- DATASET RECORDS:
——

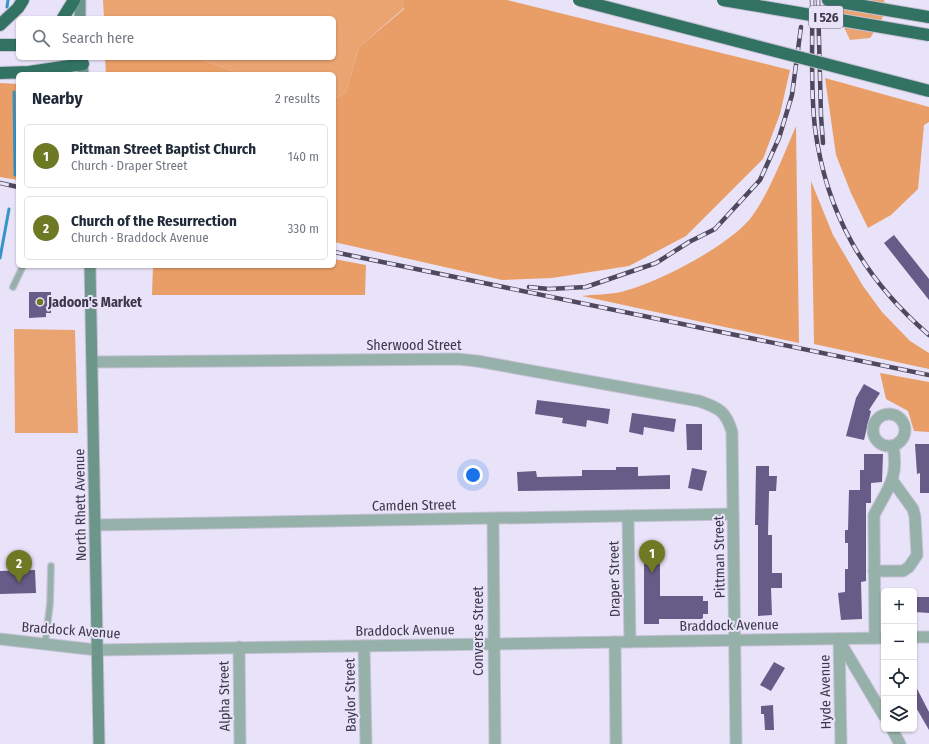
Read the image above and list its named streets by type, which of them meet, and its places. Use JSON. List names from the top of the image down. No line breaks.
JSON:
{"streets":{"highway":["I 526"],"main road":["North Rhett Avenue"],"street":["Sherwood Street","Camden Street","Pittman Street","Draper Street","Braddock Avenue","Converse Street","Hyde Avenue","Baylor Street","Alpha Street"]},"crossings":[["Sherwood Street","North Rhett Avenue"],["Sherwood Street","Pittman Street"],["North Rhett Avenue","Camden Street"],["North Rhett Avenue","Braddock Avenue"],["Camden Street","Pittman Street"],["Camden Street","Draper Street"],["Camden Street","Converse Street"],["Pittman Street","Braddock Avenue"],["Draper Street","Braddock Avenue"],["Braddock Avenue","Converse Street"],["Braddock Avenue","Hyde Avenue"],["Braddock Avenue","Baylor Street"],["Braddock Avenue","Alpha Street"]],"places":["Jadoon's Market"],"page":{"search":"Search here","heading":["Nearby","2 results"],"list":[{"mark":"1","name":"Pittman Street Baptist Church","note":"Church · Draper Street","value":"140 m"},{"mark":"2","name":"Church of the Resurrection","note":"Church · Braddock Avenue","value":"330 m"}],"pins":["1","2"],"map_buttons":["+","−"]}}
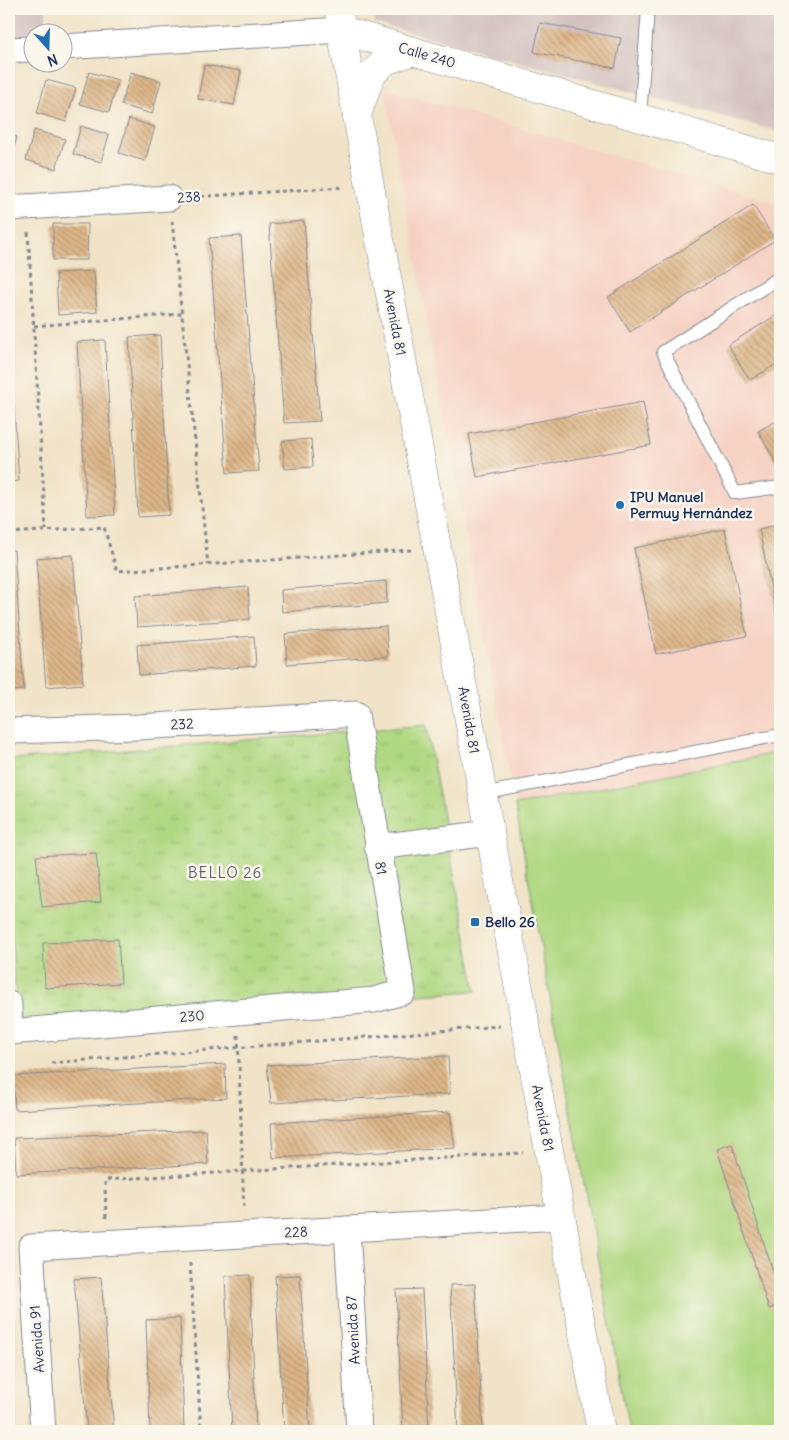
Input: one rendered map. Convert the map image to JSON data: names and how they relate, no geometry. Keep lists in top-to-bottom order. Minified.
{"streets":{"main road":["Calle 240","Avenida 81"],"street":["238","232","81","230","228","Avenida 87","Avenida 91"]},"crossings":[["Calle 240","Avenida 81"],["238","Avenida 81"],["Avenida 81","228"],["232","81"],["81","230"],["228","Avenida 87"],["228","Avenida 91"]],"districts":["BELLO 26"],"places":{"other":["IPU Manuel Permuy Hernández"],"transit":["Bello 26"]},"north":"bottom"}
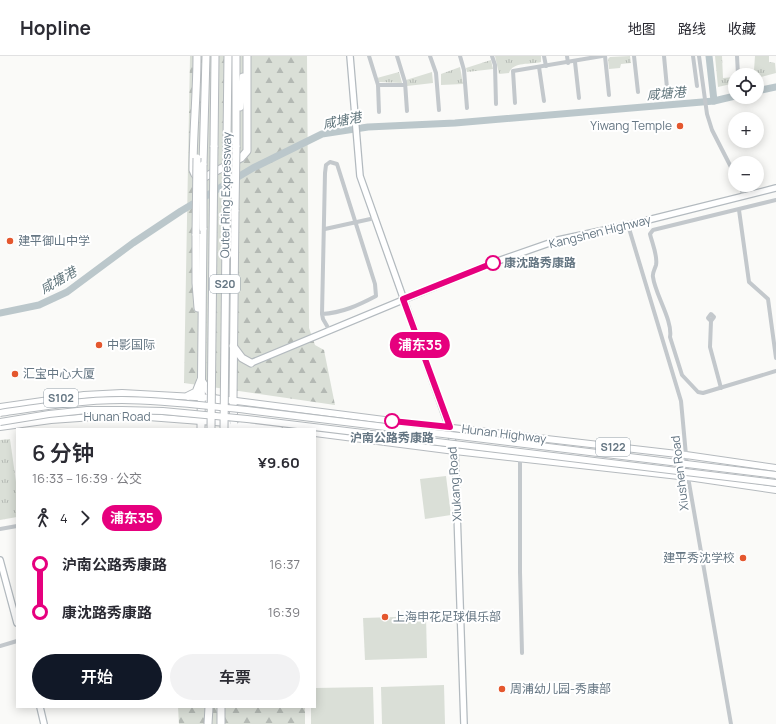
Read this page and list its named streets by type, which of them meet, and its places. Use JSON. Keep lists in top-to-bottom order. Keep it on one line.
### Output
{"streets":{"highway":["Outer Ring Expressway","S20"],"main road":["S102","Hunan Road","Hunan Highway","S122"],"street":["Kangshen Highway","Xiushen Road","Xiukang Road"]},"crossings":[["Outer Ring Expressway","Hunan Road"],["Kangshen Highway","Xiushen Road"],["Kangshen Highway","Xiukang Road"],["Hunan Road","Hunan Highway"],["Hunan Highway","Xiushen Road"],["Hunan Highway","Xiukang Road"]],"water":["咸塘港"],"places":["Yiwang Temple","建平御山中学","康沈路秀康路","中影国际","汇宝中心大厦","沪南公路秀康路","建平秀沈学校","上海申花足球俱乐部","周浦幼儿园-秀康部"],"lines":["bus line 浦东35"],"page":{"header":"Hopline","nav":["地图","路线","收藏"],"on_map":"浦东35","map_buttons":["+","−"],"heading":["6 分钟","16:33 – 16:39 · 公交","¥9.60"],"legs":["4","浦东35"],"list":[{"name":"沪南公路秀康路","value":"16:37"},{"name":"康沈路秀康路","value":"16:39"}],"buttons":["开始","车票"]}}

——

- WHAT YOU HAVE TO DO:
Repeat every line of the data exactly, but do not include pictures.

- ANSWER TO THE PROBLEM:
Read the image above and list its named streets by type, which of them meet, and its places. Use JSON. List names from the top of the image down. No line breaks.
JSON:
{"streets":{"highway":["I 526"],"main road":["North Rhett Avenue"],"street":["Sherwood Street","Camden Street","Pittman Street","Draper Street","Braddock Avenue","Converse Street","Hyde Avenue","Baylor Street","Alpha Street"]},"crossings":[["Sherwood Street","North Rhett Avenue"],["Sherwood Street","Pittman Street"],["North Rhett Avenue","Camden Street"],["North Rhett Avenue","Braddock Avenue"],["Camden Street","Pittman Street"],["Camden Street","Draper Street"],["Camden Street","Converse Street"],["Pittman Street","Braddock Avenue"],["Draper Street","Braddock Avenue"],["Braddock Avenue","Converse Street"],["Braddock Avenue","Hyde Avenue"],["Braddock Avenue","Baylor Street"],["Braddock Avenue","Alpha Street"]],"places":["Jadoon's Market"],"page":{"search":"Search here","heading":["Nearby","2 results"],"list":[{"mark":"1","name":"Pittman Street Baptist Church","note":"Church · Draper Street","value":"140 m"},{"mark":"2","name":"Church of the Resurrection","note":"Church · Braddock Avenue","value":"330 m"}],"pins":["1","2"],"map_buttons":["+","−"]}}
Input: one rendered map. Convert the map image to JSON data: names and how they relate, no geometry. Keep lists in top-to-bottom order. Minified.
{"streets":{"main road":["Calle 240","Avenida 81"],"street":["238","232","81","230","228","Avenida 87","Avenida 91"]},"crossings":[["Calle 240","Avenida 81"],["238","Avenida 81"],["Avenida 81","228"],["232","81"],["81","230"],["228","Avenida 87"],["228","Avenida 91"]],"districts":["BELLO 26"],"places":{"other":["IPU Manuel Permuy Hernández"],"transit":["Bello 26"]},"north":"bottom"}
Read this page and list its named streets by type, which of them meet, and its places. Use JSON. Keep lists in top-to-bottom order. Keep it on one line.
### Output
{"streets":{"highway":["Outer Ring Expressway","S20"],"main road":["S102","Hunan Road","Hunan Highway","S122"],"street":["Kangshen Highway","Xiushen Road","Xiukang Road"]},"crossings":[["Outer Ring Expressway","Hunan Road"],["Kangshen Highway","Xiushen Road"],["Kangshen Highway","Xiukang Road"],["Hunan Road","Hunan Highway"],["Hunan Highway","Xiushen Road"],["Hunan Highway","Xiukang Road"]],"water":["咸塘港"],"places":["Yiwang Temple","建平御山中学","康沈路秀康路","中影国际","汇宝中心大厦","沪南公路秀康路","建平秀沈学校","上海申花足球俱乐部","周浦幼儿园-秀康部"],"lines":["bus line 浦东35"],"page":{"header":"Hopline","nav":["地图","路线","收藏"],"on_map":"浦东35","map_buttons":["+","−"],"heading":["6 分钟","16:33 – 16:39 · 公交","¥9.60"],"legs":["4","浦东35"],"list":[{"name":"沪南公路秀康路","value":"16:37"},{"name":"康沈路秀康路","value":"16:39"}],"buttons":["开始","车票"]}}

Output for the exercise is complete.